Dengan kondisi yang sudah semakin dekat dengan waktu pelaksanaan haji, maka sangat tidak memungkinkan bagi pemerintah Indonesia untuk memberangkatkan karena minimnya persiapan di Saudi. Adapun persiapan di dalam negeri sendiri tidak ada masalah. Semua sudah siap.
Lantas apa kiranya penyebab Saudi belum juga memutuskan mengenai kuota haji? Itu murni otoritas dan kewenangan Saudi. Mau-maunya dia saja. Tentu, mereka punya pertimbangan tersendiri, yang harusnya dibuka ke publik. Karena, hal ini menyangkut kepentingan publik umat Islam seluruh dunia.
Dalam kondisi pandemi ini, ada faktor eksternal yang berada di luar jangkauan usaha kita. Faktor keselamatan sebagai salah satu aspek perlindungan terhadap jemaah haji harus dikedepankan. Dan, itu merupakan asas dari syariat.
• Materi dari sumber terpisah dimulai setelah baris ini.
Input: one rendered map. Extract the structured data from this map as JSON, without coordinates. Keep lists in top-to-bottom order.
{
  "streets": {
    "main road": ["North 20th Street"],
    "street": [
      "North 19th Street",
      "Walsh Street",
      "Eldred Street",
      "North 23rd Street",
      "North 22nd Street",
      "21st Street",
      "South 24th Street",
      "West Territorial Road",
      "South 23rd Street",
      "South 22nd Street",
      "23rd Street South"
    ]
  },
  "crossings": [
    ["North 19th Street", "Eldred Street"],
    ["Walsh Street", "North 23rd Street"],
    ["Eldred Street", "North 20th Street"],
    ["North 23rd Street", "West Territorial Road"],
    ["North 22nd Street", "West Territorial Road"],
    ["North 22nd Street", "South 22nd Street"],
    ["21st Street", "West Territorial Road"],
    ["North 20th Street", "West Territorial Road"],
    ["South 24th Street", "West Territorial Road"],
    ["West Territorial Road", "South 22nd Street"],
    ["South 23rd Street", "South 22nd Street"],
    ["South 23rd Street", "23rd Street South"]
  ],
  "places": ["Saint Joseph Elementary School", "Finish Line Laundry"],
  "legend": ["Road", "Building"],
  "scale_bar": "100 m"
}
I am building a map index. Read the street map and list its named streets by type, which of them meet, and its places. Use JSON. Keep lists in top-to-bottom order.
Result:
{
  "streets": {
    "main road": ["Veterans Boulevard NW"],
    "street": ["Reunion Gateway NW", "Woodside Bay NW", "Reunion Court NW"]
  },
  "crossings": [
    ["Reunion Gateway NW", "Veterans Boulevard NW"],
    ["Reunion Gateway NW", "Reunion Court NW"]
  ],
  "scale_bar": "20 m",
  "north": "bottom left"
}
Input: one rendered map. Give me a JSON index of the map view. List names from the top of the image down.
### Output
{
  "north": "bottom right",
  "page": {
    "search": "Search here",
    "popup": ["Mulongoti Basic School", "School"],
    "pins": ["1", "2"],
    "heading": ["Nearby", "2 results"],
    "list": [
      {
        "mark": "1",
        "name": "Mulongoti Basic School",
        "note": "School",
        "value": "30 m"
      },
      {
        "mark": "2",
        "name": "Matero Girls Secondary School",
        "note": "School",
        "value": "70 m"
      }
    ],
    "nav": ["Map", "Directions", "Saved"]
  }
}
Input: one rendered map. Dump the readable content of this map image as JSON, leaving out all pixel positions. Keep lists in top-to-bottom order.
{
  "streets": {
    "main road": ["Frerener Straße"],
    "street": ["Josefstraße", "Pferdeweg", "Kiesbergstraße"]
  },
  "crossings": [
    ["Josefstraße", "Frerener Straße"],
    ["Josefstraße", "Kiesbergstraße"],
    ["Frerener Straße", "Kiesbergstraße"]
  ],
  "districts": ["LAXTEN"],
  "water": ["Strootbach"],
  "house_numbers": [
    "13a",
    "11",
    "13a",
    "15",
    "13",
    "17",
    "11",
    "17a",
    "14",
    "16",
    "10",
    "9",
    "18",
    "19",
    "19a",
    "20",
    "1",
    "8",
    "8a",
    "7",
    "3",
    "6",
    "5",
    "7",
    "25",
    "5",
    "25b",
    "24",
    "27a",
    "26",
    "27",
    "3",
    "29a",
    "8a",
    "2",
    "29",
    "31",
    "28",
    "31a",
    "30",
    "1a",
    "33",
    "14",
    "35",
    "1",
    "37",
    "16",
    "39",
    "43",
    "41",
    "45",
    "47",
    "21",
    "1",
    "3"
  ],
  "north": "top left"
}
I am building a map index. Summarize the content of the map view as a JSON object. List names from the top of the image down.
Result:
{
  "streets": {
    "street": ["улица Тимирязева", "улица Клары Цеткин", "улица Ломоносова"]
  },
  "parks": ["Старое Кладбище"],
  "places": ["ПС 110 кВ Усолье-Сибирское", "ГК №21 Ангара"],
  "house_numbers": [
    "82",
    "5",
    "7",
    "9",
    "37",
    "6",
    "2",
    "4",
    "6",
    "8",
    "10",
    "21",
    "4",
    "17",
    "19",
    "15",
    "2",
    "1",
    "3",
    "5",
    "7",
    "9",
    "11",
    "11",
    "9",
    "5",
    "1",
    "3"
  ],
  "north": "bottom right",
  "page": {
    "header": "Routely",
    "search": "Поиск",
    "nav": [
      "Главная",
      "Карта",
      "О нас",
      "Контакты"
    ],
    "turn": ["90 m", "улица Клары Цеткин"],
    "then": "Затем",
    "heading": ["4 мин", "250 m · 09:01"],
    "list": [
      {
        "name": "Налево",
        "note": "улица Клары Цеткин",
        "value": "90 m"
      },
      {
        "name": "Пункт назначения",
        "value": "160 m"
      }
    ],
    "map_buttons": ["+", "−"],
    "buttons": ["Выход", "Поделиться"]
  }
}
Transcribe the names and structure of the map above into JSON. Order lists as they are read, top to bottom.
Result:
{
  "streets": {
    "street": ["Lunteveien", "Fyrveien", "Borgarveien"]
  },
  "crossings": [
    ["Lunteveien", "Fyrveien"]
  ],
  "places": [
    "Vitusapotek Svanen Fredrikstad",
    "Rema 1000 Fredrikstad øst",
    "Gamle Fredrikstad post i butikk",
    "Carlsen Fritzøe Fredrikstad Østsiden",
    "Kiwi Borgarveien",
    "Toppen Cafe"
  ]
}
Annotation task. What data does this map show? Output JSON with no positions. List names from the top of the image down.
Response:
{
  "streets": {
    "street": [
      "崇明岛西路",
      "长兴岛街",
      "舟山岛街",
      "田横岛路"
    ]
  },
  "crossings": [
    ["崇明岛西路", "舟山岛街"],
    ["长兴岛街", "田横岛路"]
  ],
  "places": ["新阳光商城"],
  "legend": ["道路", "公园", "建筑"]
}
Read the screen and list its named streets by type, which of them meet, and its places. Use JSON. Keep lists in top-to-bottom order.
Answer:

Salah satu maqasid asy-syari’ah adalah melindungi jiwa manusia. Hal tersebut diadaptasi juga dan merupakan amanat Undang-Undang Penyelenggaraan Ibadah Haji dan Umrah, bahwa pemerintah bertanggung jawab terhadap perlindungan jemaah haji.
Beberapa hal yang perlu juga disampaikan kepada calon jemaah haji adalah bahwa mereka merupakan jemaah yang diprioritaskan. Bukan saja diprioritaskan, tetapi otomatis merupakan jemaah yang berhak berangkat di tahun depan.
Dana dari setoran awal dan pelunasan yang telah dilakukan akan diinvestasikan oleh BPKH yang nilai manfaat dari hasilnya akan digunakan untuk peningkatan kualitas penyelenggaraan ibadah haji di masa berikutnya serta akan dikembalikan hasilnya kepada calon jemaah dalam bentuk tambahan dana di Virtual Account.
Semoga pandemi ini cepat berlalu dan kita berdoa agar di masa mendatang kondisi kembali kondusif agar para calon jemaah haji dapat menunaikan ibadahnya di tanah suci. Amiiin YRA..
*) Tenaga Ahli Panitia Kerja Biaya Penyelenggaraan Ibadah Haji (BPIH) Komisi VIII DPR RI.